Edgar Burns, La Trobe University. Please note, this article was originally published in the online TASA publication Nexus. It has been reprinted here with the Editors’ permission. The article is the first of 5 in the Professionalisation series.
Professionalisation, like other concepts in the crosshairs of intense and sustained social contestation, has multiple, even contradictory, meanings. Its most conventional usage refers to the 200+years historical development of occupations and professions within Western modernity. This linear model assumes progress from craft to occupation to profession, building modern knowledge, sometimes traced to earlier centuries. Often progressive science is presumed to be the basis of the evolution of professions, but this sits oddly with professions like law, social work, teaching, journalism and divinity that are not science- or technology-based. At different times many occupations have been thought to be professionalising but are not recognised as such today. Some that did not fully professionalise are described as semi-professions, but that explains little. Today, exclusion by social class, gender and ‘race’ make much better sense of stalled professionalisation (e.g. Witz, 1992).
A second use of professionalisation refers to mid-20th century efforts of functionalists to revive their increasingly inadequate naturalised and ahistorical trait theory. They did this by ‘bolting on’ a change-over-time dimension. This over-asserted a liner narrative, but it did not work; functionalism still ended up justifying the status quo of then-successful professions. In contrast was the reconfiguration in the functionalist account of professions, led by Freidson (1970), Johnson (1972) and Larson (1977). Each of these theorists did substantive historical analysis that challenged functionalist professionalisation narratives of trait theory, providing a fundamentally different account of professional change. Various summaries of professionalisation have been offered (e.g. Macdonald 1995; Dingwall, 2008).
Third, professionalisation has mostly been naturalised in its Western forms, but in the contingency of globalisation today this is steadily changing in a new era of professionalisation. Primary authority in cross-national validation of qualifications will change, with more non-Western professionals training in each other’s countries, e.g. Indian training of medical doctors in China.

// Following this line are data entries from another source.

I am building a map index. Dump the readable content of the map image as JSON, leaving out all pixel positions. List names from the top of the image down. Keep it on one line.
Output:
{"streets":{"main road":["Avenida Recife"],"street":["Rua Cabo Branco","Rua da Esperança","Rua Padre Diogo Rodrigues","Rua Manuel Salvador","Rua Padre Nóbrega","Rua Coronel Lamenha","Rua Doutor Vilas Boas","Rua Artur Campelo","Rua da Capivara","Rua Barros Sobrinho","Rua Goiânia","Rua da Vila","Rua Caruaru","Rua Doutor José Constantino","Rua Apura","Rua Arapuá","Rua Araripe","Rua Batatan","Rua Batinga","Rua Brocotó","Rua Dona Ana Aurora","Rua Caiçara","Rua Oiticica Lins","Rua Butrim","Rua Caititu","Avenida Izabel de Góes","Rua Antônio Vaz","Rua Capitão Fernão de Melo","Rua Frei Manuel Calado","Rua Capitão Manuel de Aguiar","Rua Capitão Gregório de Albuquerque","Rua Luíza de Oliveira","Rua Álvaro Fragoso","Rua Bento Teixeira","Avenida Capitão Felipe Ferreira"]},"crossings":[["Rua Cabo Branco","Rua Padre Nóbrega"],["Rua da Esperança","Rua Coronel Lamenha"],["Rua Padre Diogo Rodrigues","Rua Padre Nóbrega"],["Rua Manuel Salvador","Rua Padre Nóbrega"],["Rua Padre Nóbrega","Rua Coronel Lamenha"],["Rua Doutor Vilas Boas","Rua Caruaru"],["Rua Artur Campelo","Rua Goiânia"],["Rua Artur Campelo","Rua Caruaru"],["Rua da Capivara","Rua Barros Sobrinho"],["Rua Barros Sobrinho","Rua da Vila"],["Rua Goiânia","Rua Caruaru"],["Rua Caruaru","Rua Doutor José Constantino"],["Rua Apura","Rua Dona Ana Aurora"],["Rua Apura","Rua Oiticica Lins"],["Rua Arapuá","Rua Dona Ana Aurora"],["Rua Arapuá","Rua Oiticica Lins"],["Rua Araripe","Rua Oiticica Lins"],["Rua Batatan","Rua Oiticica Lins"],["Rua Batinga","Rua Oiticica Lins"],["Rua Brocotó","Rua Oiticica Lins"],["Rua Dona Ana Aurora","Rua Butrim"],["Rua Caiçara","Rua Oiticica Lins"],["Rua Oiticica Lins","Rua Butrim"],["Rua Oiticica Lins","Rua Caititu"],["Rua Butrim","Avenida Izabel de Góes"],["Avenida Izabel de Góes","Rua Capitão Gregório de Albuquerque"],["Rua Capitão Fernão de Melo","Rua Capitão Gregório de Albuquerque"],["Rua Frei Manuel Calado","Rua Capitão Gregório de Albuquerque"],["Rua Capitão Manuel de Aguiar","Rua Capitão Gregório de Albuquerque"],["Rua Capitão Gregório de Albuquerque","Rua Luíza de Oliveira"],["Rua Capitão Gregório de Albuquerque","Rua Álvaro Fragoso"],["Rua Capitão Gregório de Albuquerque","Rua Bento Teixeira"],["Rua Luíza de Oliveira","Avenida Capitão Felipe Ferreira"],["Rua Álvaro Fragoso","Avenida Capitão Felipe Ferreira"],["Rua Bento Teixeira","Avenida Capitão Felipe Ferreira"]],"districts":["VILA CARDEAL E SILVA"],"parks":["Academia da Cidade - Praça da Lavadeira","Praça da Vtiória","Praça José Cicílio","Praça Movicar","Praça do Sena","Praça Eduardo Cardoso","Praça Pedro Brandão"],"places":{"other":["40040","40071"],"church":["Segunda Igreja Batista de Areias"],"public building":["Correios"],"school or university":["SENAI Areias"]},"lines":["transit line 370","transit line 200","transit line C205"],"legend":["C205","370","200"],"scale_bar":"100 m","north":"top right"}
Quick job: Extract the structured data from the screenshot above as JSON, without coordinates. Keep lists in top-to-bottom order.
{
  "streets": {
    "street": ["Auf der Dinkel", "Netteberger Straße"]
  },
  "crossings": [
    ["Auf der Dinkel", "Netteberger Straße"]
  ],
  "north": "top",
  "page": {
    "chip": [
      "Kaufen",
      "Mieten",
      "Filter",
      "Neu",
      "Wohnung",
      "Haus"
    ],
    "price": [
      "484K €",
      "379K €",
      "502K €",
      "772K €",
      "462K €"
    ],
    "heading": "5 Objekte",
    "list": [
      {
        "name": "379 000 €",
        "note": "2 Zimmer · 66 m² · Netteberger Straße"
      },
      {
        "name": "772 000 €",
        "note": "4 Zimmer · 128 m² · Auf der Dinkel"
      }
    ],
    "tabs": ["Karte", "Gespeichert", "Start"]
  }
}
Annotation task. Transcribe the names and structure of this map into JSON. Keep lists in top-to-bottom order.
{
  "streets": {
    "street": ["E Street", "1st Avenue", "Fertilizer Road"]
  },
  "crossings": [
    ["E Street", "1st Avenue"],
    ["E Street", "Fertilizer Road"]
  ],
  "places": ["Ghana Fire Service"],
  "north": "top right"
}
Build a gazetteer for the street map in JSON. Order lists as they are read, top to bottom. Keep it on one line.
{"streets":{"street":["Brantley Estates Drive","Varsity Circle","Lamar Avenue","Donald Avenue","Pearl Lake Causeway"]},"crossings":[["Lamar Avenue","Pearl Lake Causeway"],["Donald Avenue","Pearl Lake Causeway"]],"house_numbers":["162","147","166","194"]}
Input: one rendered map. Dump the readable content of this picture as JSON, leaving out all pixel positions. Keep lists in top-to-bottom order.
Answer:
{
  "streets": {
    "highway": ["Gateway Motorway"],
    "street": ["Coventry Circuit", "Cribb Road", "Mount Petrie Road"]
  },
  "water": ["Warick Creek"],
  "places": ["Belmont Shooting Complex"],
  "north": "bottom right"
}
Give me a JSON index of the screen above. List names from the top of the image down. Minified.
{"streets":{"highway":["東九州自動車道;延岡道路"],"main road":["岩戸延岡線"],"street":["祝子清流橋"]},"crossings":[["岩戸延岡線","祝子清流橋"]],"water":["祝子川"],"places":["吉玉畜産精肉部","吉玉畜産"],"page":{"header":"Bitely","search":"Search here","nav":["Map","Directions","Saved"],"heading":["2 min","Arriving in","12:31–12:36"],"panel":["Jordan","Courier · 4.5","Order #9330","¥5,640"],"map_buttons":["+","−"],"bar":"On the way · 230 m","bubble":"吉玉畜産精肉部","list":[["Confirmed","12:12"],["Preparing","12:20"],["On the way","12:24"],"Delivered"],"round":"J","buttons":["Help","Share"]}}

Further, non-Western social hierarchies, occupational divisions of labour and new professionalisation sequences in today’s digital era will mean differently formed professional groupings and state sanctioning. The ideology of the professional as an independent and autonomous practitioner, never very true, will become increasingly constrained.
Fourth, professionalisation may not refer to history at all, but is here conceived as internal to present-day professions. As one example, a person acting, dressing and talking in the appropriate manner and language is deemed to be professional. Acquisition of expertise and goodness traits are presumed through formal qualification; but unfortunately, there is limited correlation with skills and knowledge and no necessary correlation with ethical conduct.
Fifth, a quite different internalist use of professionalisation references the co-opting of skills/effort to organisational norms that may run counter to expertise, goodness, or fiduciary norms, or which may commodify and exploit the skills and knowledge of individuals (Fournier, 1999; May, 2007). The claims by managers to be professionals also masks reassertion of hierarchical control.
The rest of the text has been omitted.